It’s a given that the timely delivery of goods is important for the performance of many contracts. But do contracting parties ever give thought to the consequences of deliveries being delayed? According to Stephen Sidkin, this question is pertinent for many contracts – not least, agency and distributorship contracts – following the release last month of the Ever Given from the Suez Canal, where the Suez Canal Authority had held it (and its 18,000 containers, which held, among other things, products being supplied to IKEA) since March …
The contractual relationship between many suppliers and distributors will be formally documented. The contract should set out the terms on which the distributor will develop and service a particular market.
It should also set out the terms on which the supplier and distributor will sell and buy the goods which are the subject of the distributorship contract. Failure to do so will, at best, result in the supplier relying on the Sale of Goods Act. But the act does not: limit the seller’s liability for late or non-delivery of the goods; or provide for force majeure.
For the distributor, late or non-delivery of the goods invariably will place it in a difficult position. First, it has contracted to buy the goods so as to resell them to its customers. No goods, no resale, no profit! But by not supplying customers, the distributor may be in breach of contracts with these customers and exposed to damages claims.
Second, can the distributor look to the supplier to cover the distributor’s liability to its customers? Where the supplier-distributor relationship is poor, late or non-delivery of the contracted goods may give the distributor the opportunity to assert that the distributorship contract is at an end.
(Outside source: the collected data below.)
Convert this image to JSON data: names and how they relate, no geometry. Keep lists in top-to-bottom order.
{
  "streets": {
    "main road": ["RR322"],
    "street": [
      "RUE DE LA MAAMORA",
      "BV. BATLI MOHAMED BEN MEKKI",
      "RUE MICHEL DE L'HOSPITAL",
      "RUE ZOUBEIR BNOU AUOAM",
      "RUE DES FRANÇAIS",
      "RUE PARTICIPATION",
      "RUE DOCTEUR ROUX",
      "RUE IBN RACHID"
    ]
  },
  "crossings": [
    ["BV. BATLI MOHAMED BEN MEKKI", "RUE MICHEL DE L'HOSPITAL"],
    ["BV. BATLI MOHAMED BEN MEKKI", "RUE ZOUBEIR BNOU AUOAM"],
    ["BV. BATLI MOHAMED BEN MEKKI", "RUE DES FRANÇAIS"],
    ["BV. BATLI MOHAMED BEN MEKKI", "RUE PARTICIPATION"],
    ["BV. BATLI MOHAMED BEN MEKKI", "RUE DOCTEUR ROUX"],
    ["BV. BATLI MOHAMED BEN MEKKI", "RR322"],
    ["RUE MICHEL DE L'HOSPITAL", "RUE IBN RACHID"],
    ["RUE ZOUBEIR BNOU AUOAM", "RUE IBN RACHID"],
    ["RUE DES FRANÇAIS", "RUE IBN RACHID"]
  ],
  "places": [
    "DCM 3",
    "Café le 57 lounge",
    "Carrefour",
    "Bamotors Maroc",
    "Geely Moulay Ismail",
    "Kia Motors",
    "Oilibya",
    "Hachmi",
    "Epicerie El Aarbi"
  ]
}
This may interest a distributor: faced with a declining market for the supplier’s goods; or wanting to exit from contractual commitments to purchase minimum quantities of goods from the supplier going forward; or where the law of the distributor’s country provides the distributor with mandatory rights to compensation on the ending of the distributorship contract.
Principals and agents
Whilst the contractual relationship between many principals and agents will be formally documented, often there will be overarching legal protection given to the agent (in the UK by the Commercial Agents Regulations, and in the EU by the EU Agents Directive). Further afield, the protection of agents can be found in the laws of many countries in Africa, Asia, the Gulf and South America.
But, for protection to arise, the agency contract must be ended either by: the principal; or the agent, on the basis that such termination is justified by circumstances attributable to the principal.
In an Ever Given-type situation, the late or non-delivery of goods by the principal to a customer in respect of an order obtained by the agent is unlikely to justify the agent terminating the agency contract by circumstances attributable to the principal.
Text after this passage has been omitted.